Manual blood pressure: a reflective account of a teaching and learning activity

This assignment will look at teaching an individual to accurately measure and record a manual blood pressure. Blood pressure is defined as “ pressure exerted laterally on the walls of blood vessels”. Manual blood pressure was chosen as this is an activity that I feel most confident to teach. This assignment will encompass a reflective account. A reflective account is defined as thinking about an activity or incident that allows consideration to the positive or challenging aspects and if applicable plan how to improve or use a different approach in future. The account will focus on teaching a new member of staff and will adhere to both Trust guidelines policies and procedures and National Institute for Health and Care Excellence (NICE) guidelines as cited in NICE guidelines. The student is the focus of this learning activity, the skills learned will help to enable job progression and put emphasis on the significance of a patient’s blood pressure. The word “ I” will be used as part of the reflection due to the need to express personal experiences.

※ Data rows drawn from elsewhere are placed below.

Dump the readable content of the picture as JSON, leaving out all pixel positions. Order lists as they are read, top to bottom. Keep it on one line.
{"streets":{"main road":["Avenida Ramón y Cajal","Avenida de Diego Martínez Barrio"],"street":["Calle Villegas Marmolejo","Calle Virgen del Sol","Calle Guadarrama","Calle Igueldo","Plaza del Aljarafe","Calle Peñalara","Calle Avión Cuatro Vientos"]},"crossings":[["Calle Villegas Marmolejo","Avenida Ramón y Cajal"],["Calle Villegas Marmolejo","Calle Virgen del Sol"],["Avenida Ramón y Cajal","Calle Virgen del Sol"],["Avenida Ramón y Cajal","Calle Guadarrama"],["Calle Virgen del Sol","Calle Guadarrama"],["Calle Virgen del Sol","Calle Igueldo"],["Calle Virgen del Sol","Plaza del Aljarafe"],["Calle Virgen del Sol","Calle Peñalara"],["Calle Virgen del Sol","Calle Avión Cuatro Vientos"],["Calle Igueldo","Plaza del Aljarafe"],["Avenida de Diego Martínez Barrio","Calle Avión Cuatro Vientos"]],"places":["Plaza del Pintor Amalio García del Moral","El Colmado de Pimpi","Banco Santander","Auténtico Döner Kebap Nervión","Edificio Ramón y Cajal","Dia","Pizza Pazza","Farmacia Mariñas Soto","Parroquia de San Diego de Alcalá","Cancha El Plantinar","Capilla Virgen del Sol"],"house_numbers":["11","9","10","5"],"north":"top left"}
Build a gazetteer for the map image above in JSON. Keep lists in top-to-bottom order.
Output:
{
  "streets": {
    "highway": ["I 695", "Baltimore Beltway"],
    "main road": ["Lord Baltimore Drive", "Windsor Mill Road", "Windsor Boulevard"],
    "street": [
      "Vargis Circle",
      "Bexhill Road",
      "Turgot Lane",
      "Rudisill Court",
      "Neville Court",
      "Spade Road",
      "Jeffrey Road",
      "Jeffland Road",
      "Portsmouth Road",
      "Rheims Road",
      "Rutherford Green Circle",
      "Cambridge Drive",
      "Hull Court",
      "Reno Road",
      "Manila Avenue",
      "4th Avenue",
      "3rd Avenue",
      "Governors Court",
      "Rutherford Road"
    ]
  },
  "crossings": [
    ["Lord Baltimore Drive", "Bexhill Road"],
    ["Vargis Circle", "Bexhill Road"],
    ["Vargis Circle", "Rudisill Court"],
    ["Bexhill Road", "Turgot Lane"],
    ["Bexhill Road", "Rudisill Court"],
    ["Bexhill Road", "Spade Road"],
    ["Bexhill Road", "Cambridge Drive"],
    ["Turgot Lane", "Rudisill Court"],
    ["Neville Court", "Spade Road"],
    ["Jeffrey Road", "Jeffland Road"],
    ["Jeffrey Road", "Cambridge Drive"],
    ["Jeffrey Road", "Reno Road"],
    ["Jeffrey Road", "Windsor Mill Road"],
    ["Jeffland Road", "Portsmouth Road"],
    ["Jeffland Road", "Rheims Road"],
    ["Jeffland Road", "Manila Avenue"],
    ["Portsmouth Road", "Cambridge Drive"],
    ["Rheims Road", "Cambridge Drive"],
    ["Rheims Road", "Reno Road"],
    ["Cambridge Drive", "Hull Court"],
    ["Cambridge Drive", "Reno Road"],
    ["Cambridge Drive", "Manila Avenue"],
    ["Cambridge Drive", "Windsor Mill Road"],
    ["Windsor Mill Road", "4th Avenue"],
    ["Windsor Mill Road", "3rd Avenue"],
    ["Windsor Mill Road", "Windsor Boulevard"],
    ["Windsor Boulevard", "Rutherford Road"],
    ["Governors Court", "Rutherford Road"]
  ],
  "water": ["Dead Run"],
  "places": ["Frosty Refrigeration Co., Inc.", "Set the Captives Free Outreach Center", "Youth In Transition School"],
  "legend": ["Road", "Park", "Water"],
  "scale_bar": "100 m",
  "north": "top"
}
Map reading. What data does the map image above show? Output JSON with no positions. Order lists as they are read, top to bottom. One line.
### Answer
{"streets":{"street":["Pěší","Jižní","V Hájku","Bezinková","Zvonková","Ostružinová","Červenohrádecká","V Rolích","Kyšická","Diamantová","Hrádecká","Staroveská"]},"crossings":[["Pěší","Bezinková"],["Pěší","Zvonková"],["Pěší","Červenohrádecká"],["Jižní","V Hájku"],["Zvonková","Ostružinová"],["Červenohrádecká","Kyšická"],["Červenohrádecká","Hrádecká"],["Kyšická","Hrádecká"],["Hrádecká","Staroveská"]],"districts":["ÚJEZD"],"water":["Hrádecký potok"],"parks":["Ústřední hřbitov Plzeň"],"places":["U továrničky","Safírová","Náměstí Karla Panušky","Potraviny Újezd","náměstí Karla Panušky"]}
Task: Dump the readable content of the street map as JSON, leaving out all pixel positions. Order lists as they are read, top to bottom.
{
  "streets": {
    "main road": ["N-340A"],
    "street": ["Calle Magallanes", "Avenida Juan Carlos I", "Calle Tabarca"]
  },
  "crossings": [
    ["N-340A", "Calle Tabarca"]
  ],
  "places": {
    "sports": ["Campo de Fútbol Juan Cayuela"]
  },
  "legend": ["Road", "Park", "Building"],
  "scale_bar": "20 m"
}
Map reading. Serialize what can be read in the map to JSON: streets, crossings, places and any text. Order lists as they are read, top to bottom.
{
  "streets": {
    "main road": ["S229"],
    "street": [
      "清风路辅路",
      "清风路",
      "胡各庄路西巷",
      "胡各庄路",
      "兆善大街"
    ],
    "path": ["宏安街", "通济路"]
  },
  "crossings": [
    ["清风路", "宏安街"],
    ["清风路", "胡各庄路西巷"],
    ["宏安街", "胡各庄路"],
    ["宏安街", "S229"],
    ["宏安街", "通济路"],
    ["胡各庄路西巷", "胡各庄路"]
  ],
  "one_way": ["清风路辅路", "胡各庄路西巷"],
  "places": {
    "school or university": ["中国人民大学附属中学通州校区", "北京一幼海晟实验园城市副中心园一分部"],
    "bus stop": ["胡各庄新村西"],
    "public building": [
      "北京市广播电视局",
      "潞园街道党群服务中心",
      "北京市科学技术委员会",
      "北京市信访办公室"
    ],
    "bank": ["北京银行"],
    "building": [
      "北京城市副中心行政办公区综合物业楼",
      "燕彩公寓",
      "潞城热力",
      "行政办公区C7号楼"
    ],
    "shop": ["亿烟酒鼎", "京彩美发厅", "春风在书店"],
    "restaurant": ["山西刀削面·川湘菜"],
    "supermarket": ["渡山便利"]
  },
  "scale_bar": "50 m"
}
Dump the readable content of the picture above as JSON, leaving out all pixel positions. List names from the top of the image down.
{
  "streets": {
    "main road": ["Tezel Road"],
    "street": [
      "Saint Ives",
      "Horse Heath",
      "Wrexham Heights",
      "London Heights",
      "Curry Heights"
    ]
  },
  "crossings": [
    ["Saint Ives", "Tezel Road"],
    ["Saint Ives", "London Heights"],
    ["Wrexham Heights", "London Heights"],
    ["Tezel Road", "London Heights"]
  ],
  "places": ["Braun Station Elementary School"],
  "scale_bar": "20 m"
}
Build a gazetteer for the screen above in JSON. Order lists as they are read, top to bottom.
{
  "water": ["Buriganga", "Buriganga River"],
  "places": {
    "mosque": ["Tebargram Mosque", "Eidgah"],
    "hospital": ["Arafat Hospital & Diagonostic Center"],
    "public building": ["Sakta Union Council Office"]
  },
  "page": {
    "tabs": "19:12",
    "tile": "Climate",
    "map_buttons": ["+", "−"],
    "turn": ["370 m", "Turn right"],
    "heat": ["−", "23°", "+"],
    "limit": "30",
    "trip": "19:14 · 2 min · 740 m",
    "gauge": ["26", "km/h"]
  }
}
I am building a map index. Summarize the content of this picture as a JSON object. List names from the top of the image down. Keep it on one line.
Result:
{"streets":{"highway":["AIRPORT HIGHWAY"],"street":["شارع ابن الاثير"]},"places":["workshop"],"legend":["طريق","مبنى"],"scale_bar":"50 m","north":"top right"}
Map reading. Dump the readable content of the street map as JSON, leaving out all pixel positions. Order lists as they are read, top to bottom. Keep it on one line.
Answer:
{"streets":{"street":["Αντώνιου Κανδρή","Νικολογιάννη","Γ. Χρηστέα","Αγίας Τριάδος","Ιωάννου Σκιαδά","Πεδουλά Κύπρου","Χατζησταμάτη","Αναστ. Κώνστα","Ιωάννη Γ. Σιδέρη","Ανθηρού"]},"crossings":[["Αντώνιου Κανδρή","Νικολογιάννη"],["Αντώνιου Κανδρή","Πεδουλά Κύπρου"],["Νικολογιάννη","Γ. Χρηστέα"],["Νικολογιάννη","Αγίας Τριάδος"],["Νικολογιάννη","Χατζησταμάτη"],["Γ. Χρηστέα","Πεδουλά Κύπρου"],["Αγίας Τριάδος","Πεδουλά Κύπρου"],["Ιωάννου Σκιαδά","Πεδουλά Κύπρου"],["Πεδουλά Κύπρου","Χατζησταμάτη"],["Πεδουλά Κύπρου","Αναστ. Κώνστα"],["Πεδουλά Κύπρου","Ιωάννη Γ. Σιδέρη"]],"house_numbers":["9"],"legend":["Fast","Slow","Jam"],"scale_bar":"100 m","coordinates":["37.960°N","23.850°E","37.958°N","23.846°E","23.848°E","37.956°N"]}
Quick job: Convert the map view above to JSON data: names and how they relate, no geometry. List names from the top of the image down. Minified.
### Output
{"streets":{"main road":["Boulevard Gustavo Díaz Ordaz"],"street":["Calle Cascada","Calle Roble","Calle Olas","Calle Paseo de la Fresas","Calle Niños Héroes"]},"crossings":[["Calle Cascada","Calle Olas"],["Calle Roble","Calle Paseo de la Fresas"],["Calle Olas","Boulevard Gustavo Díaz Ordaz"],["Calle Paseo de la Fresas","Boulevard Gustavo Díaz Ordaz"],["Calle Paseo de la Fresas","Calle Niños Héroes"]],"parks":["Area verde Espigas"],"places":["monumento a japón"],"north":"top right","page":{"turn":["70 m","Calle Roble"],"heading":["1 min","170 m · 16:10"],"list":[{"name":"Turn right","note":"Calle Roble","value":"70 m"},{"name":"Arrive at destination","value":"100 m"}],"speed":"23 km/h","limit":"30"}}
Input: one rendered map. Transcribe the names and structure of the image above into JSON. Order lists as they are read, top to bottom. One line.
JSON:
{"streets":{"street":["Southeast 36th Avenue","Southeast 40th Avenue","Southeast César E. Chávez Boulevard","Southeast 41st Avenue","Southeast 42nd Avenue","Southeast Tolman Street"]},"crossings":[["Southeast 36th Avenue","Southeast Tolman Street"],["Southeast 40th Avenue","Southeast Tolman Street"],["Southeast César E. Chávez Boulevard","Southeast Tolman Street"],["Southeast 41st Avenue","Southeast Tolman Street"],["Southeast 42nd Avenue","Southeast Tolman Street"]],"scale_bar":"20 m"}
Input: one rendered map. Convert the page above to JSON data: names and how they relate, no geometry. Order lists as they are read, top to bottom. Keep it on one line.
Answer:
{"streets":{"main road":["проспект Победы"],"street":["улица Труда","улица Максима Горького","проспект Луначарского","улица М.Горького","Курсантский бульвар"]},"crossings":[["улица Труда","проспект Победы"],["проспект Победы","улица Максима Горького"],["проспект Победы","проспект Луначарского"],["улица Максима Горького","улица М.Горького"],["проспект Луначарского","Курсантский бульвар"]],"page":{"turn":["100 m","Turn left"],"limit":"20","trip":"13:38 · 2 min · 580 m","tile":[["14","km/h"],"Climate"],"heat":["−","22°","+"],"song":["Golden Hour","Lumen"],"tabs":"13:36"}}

The reflective model that I will use is Driscoll’s model 1994. It is important to note that empirical evidence relevant to current practice was found; these references are older than 10 years. Research was also sourced from countries other than the United Kingdom. A lesson plan for the teaching and learning activity has been included as an appendix. The lesson plan is to act as a guide in order to allow the learner to see the skills and information needed for the student to learn how the procedure should be carried out. The lesson plan also aids the teacher in supporting the learner and providing structure.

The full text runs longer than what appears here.